Vertex AI Pipelines lets you orchestrate ML workflows as directed acyclic graphs (DAGs) using the Kubeflow Pipelines SDK. Each pipeline step runs in its own container on managed infrastructure, making workflows reproducible and scalable.

Building a Pipeline

Python
from kfp import dsl
from kfp.dsl import component, Input, Output, Dataset, Model

@component(base_image="python:3.10", packages_to_install=["pandas", "scikit-learn"])
def preprocess_data(input_path: str, output_data: Output[Dataset]):
    import pandas as pd
    df = pd.read_csv(input_path)
    df_clean = df.dropna()
    df_clean.to_csv(output_data.path, index=False)

@component(base_image="python:3.10", packages_to_install=["scikit-learn", "pandas"])
def train_model(data: Input[Dataset], model_out: Output[Model]):
    import pickle
    from sklearn.ensemble import RandomForestClassifier
    # Training logic here

@dsl.pipeline(name="ml-training-pipeline")
def training_pipeline(input_path: str):
    preprocess_task = preprocess_data(input_path=input_path)
    train_task = train_model(data=preprocess_task.outputs["output_data"])

Submitting a Pipeline Run

Python
from google.cloud import aiplatform

aiplatform.init(project="my-project", location="us-central1")
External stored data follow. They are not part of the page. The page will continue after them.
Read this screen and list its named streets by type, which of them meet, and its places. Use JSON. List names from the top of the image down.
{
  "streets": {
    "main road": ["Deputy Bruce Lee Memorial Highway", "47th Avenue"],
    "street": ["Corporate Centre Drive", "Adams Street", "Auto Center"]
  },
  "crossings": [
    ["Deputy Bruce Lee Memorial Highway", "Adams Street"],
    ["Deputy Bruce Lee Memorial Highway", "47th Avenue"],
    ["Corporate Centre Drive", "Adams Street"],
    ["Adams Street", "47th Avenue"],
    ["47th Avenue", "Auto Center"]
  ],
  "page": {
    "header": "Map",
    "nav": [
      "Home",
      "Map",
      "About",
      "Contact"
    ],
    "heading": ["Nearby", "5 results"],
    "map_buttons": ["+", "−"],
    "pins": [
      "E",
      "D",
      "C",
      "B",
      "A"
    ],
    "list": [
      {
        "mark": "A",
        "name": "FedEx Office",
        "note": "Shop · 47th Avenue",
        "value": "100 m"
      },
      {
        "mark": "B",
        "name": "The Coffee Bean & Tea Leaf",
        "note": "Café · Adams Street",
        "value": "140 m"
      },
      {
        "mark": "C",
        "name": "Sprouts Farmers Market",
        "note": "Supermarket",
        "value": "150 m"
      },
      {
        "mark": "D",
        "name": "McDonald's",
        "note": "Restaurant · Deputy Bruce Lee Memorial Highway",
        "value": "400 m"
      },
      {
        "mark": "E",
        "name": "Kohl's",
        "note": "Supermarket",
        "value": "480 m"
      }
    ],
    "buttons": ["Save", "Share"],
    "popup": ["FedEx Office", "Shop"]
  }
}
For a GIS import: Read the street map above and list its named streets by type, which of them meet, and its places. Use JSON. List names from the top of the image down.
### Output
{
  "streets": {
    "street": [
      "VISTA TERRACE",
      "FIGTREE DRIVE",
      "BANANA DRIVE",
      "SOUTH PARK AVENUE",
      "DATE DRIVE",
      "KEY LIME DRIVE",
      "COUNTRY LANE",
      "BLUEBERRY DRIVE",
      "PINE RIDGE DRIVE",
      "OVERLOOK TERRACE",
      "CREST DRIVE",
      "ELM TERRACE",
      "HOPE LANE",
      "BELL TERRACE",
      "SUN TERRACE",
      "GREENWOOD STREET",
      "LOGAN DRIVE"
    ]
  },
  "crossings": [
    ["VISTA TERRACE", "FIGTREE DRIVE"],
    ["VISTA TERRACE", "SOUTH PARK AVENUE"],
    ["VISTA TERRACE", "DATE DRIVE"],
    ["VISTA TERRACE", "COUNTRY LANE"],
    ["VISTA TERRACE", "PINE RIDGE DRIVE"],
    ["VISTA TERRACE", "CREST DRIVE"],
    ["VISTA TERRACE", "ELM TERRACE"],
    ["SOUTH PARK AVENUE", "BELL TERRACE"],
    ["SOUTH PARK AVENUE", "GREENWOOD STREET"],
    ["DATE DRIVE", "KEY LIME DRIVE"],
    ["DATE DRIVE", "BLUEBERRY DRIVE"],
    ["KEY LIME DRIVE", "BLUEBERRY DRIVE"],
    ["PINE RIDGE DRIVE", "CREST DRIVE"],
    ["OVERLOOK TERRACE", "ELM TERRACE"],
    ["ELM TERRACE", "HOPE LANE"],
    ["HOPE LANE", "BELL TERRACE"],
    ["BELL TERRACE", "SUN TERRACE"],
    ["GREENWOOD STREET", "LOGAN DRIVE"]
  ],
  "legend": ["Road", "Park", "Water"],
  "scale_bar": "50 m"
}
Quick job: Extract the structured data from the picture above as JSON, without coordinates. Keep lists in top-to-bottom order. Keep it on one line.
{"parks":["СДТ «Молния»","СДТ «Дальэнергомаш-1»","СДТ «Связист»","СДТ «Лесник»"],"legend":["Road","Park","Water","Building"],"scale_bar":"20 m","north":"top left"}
job = aiplatform.PipelineJob(
    display_name="training-run-001",
    template_path="pipeline.json",
    parameter_values={"input_path": "gs://my-bucket/data.csv"},
    pipeline_root="gs://my-bucket/pipeline-root",
)
job.submit(service_account="sa-pipeline@my-project.iam.gserviceaccount.com")

Scheduling Pipelines

Run pipelines on a schedule for regular model retraining:

Python
schedule = aiplatform.PipelineJobSchedule(
    pipeline_job=job,
    display_name="weekly-retrain",
    cron="0 2 * * 1",  # Every Monday at 2 AM
)
schedule.create()
Best Practice: Use Vertex AI Pipelines for any ML workflow that needs to be reproducible, auditable, or run on a schedule. Store pipeline templates in version control and use CI/CD to compile and deploy them.